4.5           Death.  In the event of Officer’s death during the term of employment, Officer’s employment shall be deemed to have terminated as of the last day of the month during which his death occurs, and the Company shall pay promptly to his estate (a) all accrued Base Salary, unpaid bonus compensation (pro rated as provided in Exhibit A) and any reasonable and necessary business expenses incurred by Officer in connection with his duties hereunder, all to the effective date of termination and (b) the percentage of Base Salary set forth on Exhibit A.  Officer’s estate shall also be entitled to benefits under any benefit plans of the Company in which Officer was a participant to the full extent of Officer’s rights under such plans.

 

4.6           Voluntary Termination.  In the event of a Voluntary Termination (as defined below) by Officer, the Company shall immediately pay all accrued Base Salary and any reasonable and necessary business expenses incurred by Officer in connection with his duties hereunder, all to the date of termination.

 

4.7           Termination upon a Change of Control.  In the event of a Termination upon a Change of Control (as defined below), Officer shall immediately be paid all accrued Base Salary, unpaid bonus compensation (as set forth in Exhibit A) and any reasonable and necessary business expenses incurred by Officer in connection with his duties hereunder, all to the date of termination.
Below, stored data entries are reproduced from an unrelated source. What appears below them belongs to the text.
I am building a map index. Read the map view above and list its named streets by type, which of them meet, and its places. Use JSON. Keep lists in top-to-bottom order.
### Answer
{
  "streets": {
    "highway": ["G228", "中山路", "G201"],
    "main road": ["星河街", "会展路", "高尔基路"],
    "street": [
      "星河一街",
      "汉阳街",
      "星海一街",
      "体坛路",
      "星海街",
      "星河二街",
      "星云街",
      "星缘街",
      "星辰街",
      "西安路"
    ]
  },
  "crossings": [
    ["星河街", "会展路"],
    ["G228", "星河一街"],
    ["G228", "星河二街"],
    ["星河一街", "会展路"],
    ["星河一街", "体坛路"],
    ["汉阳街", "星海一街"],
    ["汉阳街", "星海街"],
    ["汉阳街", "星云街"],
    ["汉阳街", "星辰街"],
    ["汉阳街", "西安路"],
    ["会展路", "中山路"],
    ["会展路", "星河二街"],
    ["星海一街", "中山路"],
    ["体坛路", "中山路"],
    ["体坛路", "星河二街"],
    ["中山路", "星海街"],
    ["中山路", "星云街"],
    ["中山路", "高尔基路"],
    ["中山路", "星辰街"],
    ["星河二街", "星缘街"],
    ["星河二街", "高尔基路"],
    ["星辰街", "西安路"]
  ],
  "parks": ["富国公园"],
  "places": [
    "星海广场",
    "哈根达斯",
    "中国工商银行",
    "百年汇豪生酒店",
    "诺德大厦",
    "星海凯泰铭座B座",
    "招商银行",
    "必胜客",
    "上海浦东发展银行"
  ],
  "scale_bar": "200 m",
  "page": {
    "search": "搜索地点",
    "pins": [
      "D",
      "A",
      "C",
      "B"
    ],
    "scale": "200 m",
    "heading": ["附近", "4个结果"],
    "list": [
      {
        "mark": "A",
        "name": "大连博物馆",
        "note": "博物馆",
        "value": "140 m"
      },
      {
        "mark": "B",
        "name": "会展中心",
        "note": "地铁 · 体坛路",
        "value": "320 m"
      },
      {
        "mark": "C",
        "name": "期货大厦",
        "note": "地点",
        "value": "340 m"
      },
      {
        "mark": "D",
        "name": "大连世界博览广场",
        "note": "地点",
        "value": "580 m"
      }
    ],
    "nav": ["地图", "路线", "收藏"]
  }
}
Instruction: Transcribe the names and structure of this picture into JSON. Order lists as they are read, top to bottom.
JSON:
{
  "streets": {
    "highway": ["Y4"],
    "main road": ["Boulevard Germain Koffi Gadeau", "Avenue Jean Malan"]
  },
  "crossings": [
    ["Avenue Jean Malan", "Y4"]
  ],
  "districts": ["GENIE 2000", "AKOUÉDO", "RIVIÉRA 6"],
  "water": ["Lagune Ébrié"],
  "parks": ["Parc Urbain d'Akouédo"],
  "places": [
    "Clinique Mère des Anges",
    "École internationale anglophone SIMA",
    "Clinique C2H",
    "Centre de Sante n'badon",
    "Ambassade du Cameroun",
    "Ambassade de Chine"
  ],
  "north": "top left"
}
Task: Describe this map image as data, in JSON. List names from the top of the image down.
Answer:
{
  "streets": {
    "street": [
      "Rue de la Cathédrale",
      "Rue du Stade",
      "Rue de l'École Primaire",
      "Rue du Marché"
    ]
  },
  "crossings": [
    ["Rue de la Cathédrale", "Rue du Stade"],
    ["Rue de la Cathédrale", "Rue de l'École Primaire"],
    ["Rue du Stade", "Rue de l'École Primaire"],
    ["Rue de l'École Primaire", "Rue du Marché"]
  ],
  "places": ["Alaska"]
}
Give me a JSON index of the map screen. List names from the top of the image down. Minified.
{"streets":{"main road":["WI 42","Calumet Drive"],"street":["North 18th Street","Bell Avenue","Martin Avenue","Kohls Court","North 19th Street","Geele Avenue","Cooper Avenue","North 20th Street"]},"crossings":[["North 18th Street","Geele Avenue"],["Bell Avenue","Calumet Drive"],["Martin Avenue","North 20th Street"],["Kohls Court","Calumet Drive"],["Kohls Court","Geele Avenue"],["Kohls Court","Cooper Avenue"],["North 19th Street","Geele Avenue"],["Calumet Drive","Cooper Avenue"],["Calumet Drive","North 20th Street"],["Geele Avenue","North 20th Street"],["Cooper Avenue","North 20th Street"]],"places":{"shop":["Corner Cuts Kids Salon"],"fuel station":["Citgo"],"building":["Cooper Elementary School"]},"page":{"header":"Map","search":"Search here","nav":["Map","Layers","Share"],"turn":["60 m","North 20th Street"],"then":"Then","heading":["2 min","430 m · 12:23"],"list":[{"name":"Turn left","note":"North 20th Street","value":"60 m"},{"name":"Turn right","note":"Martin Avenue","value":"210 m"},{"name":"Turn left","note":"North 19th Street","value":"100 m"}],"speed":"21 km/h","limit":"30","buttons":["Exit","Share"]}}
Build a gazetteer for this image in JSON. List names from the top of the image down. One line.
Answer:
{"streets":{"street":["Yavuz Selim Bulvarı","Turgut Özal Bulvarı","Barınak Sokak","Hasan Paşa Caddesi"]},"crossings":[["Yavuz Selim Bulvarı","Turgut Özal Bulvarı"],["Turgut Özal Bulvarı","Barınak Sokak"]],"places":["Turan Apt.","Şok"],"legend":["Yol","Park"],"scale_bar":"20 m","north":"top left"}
In addition, Officer shall immediately be paid the amount set forth on Exhibit A. Also, any Options granted to Officer by the Company shall vest and become immediately exercisable by Officer in accordance with Section 3.4 and the Stock Option Agreement. Officer shall also be entitled to benefits under any benefit plans of Company in which Officer is a participant to the full extent of Officer’s rights under such plans, and Company shall pay Officer’s medical, life and disability insurance premiums under Company’s plans (or shall pay Officer a sum in cash, not to exceed $1,000.00 per month, to pay private plan premiums for coverage substantially the same as Company’s) for the number of months following termination set forth on Exhibit A.  Notwithstanding the foregoing, solely in the event of a Termination upon Change of Control, the aggregate amount of severance compensation paid to an Officer under this Agreement or otherwise shall not include any amount that the Company is prohibited from deducting for federal income tax purposes by virtue of Section 280G of the Internal Revenue Code or any successor provision.

 

4.8           Other Benefits. Nothing in this Article 4 shall be deemed to limit or restrict any right or benefit of Officer under Company’s Certificate of Incorporation, Bylaws or other documents or agreements of the Company applicable to Officer.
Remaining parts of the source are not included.